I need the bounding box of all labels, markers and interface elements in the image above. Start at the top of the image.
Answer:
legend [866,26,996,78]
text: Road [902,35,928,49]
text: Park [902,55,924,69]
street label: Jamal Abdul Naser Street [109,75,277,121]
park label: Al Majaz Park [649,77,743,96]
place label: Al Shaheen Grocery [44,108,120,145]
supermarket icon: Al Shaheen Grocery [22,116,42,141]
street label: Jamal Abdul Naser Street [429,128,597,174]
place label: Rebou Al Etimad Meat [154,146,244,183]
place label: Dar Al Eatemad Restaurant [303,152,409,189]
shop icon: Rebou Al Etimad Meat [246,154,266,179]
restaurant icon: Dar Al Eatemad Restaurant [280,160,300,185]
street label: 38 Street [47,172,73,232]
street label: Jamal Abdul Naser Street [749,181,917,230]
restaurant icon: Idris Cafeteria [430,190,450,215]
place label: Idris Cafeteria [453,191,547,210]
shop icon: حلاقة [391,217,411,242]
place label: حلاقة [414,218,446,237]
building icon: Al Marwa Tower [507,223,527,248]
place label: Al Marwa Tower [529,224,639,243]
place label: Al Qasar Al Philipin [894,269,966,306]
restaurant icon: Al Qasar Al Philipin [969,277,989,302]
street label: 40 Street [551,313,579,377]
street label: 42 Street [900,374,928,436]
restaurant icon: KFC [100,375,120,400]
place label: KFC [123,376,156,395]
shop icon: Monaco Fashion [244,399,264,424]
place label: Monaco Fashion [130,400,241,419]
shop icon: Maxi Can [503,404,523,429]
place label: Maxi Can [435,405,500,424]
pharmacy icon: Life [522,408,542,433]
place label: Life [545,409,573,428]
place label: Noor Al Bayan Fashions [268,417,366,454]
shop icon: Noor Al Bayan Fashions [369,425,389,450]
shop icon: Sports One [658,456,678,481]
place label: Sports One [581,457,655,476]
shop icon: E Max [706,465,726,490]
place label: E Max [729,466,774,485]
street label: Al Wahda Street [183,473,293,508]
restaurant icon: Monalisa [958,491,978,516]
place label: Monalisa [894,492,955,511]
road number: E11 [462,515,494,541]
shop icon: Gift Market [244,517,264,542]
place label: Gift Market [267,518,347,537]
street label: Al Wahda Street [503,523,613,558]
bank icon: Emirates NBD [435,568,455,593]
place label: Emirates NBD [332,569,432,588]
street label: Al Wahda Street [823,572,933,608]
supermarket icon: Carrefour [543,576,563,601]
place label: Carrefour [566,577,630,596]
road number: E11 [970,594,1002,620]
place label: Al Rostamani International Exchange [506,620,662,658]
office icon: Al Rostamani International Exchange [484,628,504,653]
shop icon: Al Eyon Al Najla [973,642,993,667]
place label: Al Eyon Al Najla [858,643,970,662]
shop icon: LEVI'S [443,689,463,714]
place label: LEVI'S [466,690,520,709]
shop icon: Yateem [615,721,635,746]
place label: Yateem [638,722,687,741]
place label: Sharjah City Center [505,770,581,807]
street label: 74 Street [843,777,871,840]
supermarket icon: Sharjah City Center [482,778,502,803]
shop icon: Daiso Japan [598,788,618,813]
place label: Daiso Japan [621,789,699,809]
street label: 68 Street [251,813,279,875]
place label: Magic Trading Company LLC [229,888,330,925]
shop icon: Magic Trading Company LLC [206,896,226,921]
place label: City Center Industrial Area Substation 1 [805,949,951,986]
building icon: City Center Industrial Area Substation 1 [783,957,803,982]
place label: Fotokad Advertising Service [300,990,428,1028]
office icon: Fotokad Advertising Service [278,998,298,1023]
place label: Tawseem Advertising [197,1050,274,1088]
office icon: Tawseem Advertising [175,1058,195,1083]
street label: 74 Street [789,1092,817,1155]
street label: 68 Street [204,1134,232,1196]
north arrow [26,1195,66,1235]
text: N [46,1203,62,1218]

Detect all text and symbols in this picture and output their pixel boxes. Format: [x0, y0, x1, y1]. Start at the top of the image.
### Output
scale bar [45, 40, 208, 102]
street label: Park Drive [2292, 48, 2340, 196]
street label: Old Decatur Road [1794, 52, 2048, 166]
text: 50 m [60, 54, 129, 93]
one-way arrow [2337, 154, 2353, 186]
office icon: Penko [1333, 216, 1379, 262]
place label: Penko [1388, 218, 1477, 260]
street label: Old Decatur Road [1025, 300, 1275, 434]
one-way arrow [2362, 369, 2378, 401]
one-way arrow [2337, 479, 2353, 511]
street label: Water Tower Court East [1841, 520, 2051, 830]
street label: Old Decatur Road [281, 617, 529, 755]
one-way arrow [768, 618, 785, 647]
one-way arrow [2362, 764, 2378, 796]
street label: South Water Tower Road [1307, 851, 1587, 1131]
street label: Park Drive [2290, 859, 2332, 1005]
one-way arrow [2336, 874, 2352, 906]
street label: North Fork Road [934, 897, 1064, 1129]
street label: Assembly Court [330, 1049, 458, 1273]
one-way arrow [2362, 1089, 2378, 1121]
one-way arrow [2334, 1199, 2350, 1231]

◇ ◇ ◇ ◇

Every line that includes "International" must be copied from the material above.

> Reply:
place label: Al Rostamani International Exchange [506,620,662,658]
office icon: Al Rostamani International Exchange [484,628,504,653]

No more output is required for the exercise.